Just a few months later, on December 23rd, the Cleveland Indians swooped in and agreed to sign Nick Swisher to a four-year, $56M contract, ending “Swish’s” tenure with the Yankees.
The Kid From Linden High
In 2010, while attending Linden High School California, a three-sport star named Aaron Judge “set season and career records for receiving yards and touchdowns,” according to the Fresno Bee. As a result, Judge was recruited to play tight end by Notre Dame, Stanford and UCLA. To everyone’s surprise, however, Judge declined to play for any of those schools.
Those prestigious institutions weren’t the only ones to see something special in Judge. Mr. Moneyball, Billy Beane, saw something special in Judge too. Despite referring to Judge as a “rough diamond” in a piece by Ken Rosenthal in Fox Sports, Beane conceded that
“(Judge’s) good analytics were off the charts – the things you see now, the strength. What he did was so unique. But what he didn’t do (making contact) was always a red flag. It’s a concern for a high school kid who is 18.”

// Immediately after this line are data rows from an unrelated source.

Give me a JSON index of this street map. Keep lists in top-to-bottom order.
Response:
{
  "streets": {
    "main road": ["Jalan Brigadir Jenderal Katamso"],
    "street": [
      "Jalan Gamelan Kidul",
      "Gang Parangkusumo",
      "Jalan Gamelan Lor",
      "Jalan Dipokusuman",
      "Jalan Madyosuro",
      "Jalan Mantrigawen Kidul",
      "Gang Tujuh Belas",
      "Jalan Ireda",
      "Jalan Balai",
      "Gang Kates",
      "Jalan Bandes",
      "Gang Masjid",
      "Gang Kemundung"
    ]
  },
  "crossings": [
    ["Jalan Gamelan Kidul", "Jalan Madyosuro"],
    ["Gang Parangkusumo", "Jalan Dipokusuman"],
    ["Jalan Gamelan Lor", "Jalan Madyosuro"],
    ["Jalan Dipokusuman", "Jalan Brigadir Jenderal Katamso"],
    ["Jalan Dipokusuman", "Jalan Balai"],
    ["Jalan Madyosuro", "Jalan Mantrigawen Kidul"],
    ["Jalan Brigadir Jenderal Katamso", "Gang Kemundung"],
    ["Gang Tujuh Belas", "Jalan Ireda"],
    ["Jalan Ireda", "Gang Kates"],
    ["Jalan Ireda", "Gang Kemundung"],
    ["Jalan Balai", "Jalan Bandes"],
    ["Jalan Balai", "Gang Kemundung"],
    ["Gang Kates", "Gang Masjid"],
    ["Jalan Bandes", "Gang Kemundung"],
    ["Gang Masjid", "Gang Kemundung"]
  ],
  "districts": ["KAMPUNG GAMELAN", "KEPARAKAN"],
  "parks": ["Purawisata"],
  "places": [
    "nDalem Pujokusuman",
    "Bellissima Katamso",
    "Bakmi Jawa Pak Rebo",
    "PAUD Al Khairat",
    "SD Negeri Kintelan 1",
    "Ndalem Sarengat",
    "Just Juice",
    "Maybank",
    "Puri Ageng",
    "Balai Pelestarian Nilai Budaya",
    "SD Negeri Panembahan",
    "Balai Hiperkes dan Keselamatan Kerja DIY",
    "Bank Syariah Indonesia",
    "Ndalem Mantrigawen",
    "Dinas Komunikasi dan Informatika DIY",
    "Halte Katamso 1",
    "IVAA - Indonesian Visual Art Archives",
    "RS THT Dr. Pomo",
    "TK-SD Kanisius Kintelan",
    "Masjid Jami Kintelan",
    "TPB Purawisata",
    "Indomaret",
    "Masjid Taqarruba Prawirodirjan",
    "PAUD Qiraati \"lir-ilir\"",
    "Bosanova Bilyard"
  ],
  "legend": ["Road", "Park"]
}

Because of this, the Oakland Athletics drafted the 6-7, 280lb Aaron Judge in the 31st round of the 2010 MLB June Amateur Draft. To their surprise, however, Judge declined. Instead, Judge decided to go to Fresno State in California, where he would play for three years.
“I fell in love with baseball at an early age,” Judge told the Fresno Bee. “If I had to choose one, it was always going to be baseball.”
With the 32nd Overall Pick, the Yankees Select…
Upon hearing the officially agreeing to sign with the Cleveland Indians on December 23, 2012, Swisher promptly thanked New York for the memories.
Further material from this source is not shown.